EFFECTIVE DATE. The provisions of this
Agreement shall cover claims, actions, suits or proceedings whether now pending
or hereafter commenced and shall be retroactive to cover acts or omissions or
alleged acts or omissions which heretofore have taken place. The Company shall
be liable under this Agreement, pursuant to Sections 4 and 5 hereof, for all
acts of the Indemnitee while serving as a director and/or officer,
notwithstanding the termination of the Indemnitee's service, if such act was
performed or omitted to be performed during the term of the Indemnitee's service
to the Company.
21. GROSS
UP FOR TAXES. In the event any payment of indemnity to an Indemnitee
under this Agreement shall be deemed to be income for federal, state or local
income tax purposes, then the Company shall pay to the Indemnitee, in addition
to any amount for indemnification provided for herein, an amount equal to the
amount of taxes for which such Indemnitee shall become liable (without offset
for any deductions which such Indemnitee may have not related to the
indemnification amount), promptly upon receipt from such Indemnitee of a copy of
such Indemnitee’s tax return, which shall be maintained in strictest confidence
by the Company.
22. DURATION
OF AGREEMENT. This Agreement shall continue until and terminate upon
the later of: (a) ten years after the Indemnitee has ceased to occupy any of the
positions or have any relationships described in Sections 4 and 5 of this
Agreement and (b) the final termination of all pending or threatened actions,
suits, proceedings or investigations to which the Indemnitee may be subject by
reason of the fact that he/she is or was a director, officer, employee, agent or
fiduciary of the Company, or any direct or indirect wholly-owned subsidiary of
the Company, or is or was serving at the request of the Company as a director,
officer, employee, agent or fiduciary of any other entity, including, but not
limited to, another corporation, partnership, limited liability company,
employee benefit plan, joint venture, trust or other enterprise, or by reason of
any act or omission by the Indemnitee in any such capacity.
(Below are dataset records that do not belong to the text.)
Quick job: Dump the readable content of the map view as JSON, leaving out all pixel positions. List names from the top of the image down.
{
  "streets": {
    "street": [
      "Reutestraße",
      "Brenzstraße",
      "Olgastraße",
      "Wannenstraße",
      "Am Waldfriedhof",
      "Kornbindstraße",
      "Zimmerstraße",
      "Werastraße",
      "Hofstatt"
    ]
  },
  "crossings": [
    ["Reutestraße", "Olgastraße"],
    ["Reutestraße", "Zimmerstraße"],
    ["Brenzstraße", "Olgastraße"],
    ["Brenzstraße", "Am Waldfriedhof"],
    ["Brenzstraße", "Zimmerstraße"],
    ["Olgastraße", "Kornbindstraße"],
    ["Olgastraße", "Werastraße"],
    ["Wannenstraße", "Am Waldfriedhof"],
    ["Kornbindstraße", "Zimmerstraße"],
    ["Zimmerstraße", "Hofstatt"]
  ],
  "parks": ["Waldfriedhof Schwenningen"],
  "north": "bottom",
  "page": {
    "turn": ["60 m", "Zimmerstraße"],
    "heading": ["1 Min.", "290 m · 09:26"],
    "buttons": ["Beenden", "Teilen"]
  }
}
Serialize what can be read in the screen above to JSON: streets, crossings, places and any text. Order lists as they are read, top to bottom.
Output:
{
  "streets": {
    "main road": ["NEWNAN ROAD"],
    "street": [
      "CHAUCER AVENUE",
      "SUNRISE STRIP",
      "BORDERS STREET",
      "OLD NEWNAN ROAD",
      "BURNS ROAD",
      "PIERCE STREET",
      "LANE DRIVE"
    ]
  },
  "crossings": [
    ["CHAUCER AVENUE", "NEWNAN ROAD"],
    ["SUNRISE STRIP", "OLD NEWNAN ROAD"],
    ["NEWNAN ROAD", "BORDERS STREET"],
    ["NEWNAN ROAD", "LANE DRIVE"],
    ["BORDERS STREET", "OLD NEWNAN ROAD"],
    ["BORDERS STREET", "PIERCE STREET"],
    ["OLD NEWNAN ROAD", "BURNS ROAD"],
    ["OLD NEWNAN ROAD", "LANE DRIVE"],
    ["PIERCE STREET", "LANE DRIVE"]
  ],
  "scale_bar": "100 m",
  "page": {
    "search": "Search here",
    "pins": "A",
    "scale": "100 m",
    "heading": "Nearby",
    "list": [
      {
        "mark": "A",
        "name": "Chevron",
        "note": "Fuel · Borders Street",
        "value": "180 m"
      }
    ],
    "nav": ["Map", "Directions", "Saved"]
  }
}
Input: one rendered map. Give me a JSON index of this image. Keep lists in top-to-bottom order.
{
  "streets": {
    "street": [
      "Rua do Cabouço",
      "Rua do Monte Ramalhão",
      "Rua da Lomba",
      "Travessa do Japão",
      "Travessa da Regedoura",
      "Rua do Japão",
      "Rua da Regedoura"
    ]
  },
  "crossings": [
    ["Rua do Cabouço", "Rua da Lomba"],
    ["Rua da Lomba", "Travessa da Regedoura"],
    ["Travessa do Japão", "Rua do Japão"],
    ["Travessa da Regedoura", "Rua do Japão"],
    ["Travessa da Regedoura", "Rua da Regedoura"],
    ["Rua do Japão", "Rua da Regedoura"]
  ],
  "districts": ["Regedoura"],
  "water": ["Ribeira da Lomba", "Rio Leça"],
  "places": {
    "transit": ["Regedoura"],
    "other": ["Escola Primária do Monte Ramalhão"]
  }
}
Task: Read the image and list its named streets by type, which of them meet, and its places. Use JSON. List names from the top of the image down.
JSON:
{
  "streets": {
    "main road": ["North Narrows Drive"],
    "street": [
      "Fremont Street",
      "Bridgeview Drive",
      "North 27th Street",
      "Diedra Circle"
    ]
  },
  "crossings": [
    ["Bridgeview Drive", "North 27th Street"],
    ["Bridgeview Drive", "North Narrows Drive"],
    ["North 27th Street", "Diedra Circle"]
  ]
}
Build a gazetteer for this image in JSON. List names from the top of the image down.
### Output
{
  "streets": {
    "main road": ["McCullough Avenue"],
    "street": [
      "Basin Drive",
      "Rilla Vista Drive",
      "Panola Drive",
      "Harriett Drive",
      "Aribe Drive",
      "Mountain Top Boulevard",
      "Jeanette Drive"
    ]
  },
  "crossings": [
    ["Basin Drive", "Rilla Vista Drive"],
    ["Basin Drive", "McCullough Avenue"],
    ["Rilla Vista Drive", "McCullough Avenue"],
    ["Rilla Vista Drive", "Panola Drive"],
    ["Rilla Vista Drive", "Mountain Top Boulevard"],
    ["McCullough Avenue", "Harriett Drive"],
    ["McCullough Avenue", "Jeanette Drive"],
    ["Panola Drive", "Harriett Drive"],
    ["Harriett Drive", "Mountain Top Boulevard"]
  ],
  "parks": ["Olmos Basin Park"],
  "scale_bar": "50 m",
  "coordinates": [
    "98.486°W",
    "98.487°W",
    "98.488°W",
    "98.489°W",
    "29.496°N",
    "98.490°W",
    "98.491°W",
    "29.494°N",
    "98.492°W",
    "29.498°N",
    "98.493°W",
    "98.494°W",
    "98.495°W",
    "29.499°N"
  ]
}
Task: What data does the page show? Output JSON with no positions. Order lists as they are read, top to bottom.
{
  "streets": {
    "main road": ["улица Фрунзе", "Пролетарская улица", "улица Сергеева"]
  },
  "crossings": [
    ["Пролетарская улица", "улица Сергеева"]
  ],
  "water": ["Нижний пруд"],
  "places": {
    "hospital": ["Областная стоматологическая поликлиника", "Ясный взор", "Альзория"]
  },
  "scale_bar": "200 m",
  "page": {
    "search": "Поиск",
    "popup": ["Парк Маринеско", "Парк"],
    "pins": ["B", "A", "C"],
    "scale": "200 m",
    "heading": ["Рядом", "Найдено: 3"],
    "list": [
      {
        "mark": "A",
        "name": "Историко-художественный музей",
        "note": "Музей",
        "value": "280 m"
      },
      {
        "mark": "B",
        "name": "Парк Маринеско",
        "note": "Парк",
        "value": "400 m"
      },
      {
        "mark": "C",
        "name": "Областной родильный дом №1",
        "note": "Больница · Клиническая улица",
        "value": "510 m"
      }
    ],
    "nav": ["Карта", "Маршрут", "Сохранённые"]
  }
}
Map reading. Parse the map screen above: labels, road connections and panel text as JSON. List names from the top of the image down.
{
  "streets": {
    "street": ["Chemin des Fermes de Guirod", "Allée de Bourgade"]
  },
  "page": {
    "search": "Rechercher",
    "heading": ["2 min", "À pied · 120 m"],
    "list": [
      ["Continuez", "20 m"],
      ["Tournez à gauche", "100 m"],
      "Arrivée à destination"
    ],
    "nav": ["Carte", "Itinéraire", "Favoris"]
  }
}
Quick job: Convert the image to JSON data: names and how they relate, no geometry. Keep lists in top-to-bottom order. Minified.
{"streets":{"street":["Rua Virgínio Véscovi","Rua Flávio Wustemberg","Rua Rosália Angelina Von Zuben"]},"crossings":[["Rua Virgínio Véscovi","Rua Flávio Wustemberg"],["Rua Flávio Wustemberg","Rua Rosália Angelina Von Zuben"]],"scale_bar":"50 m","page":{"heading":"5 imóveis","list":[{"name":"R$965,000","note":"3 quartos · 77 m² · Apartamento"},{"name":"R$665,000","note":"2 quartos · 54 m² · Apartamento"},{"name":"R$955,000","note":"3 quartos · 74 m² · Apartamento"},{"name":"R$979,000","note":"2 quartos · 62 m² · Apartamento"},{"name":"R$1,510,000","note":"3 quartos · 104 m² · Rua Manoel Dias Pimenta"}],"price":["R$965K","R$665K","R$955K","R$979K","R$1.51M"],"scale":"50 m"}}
The indemnification
provided under this Agreement shall continue as to the Indemnitee even though
he/she may have ceased to be a director or officer of the Company, or any direct
or indirect wholly-owned subsidiary of the Company. This Agreement shall be
binding upon the Company and its successors and assigns, including, without
limitation, any corporation or other entity which may have acquired all or
substantially all of the Company's assets or business or into which the Company
may be consolidated or merged, and shall inure to the benefit of the Indemnitee
and his/her spouse, successors, assigns, heirs, devisees, executors,
administrators or other legal representations. The Company shall require any
successor or assignee (whether direct or indirect, by purchase, merger,
consolidation or otherwise) to all or substantially all of the business and/or
assets of the Company, by written agreement in form and substance reasonably
satisfactory to the Company and the Indemnitee, expressly to assume and agree to
perform this Agreement in the same manner and to the same extent that the
Company would be required to perform if no such succession or assignment had
taken place. No legal action shall be brought and no claim or cause
of action shall be asserted by or on behalf of the Company against Indemnitee or
any Indemnified Party based upon or arising out of a right of the Company or any
obligation of Indemnitee under this Agreement, after the later of one (1) year
following (i) the date of termination of Indemnitee’s service to the Company as
a director or officer, or (ii) with respect to a particular proceeding in
connection with which Indemnitee requests indemnification or advancement of
Expenses hereunder, the final termination of such proceeding, and any such claim
or cause of action of the Company shall be extinguished and deemed released
unless asserted by filing a legal action within such time.
23. DISCLOSURE
OF PAYMENTS. Except as expressly required by any federal securities
laws or other federal or state law, neither party hereto shall disclose any
payments under this Agreement unless prior approval of the other party is
obtained.
24. CONTRIBUTION. To
the fullest extent permissible under applicable law, if the indemnification
provided for in this Agreement is unavailable to Indemnitee for any reason
whatsoever, the Company, in lieu of indemnifying Indemnitee, shall contribute to
the amount incurred by Indemnitee, whether for judgments, fines, penalties,
excise taxes, amounts paid or to be paid in settlement, and/or for Expenses, in
connection with any claim relating to an indemnifiable event under this
Agreement, in such proportion as is deemed fair and reasonable in light of all
of the circumstances of such proceeding in order to reflect (i) the relative
benefits received by the Company and Indemnitee as a result of the event(s)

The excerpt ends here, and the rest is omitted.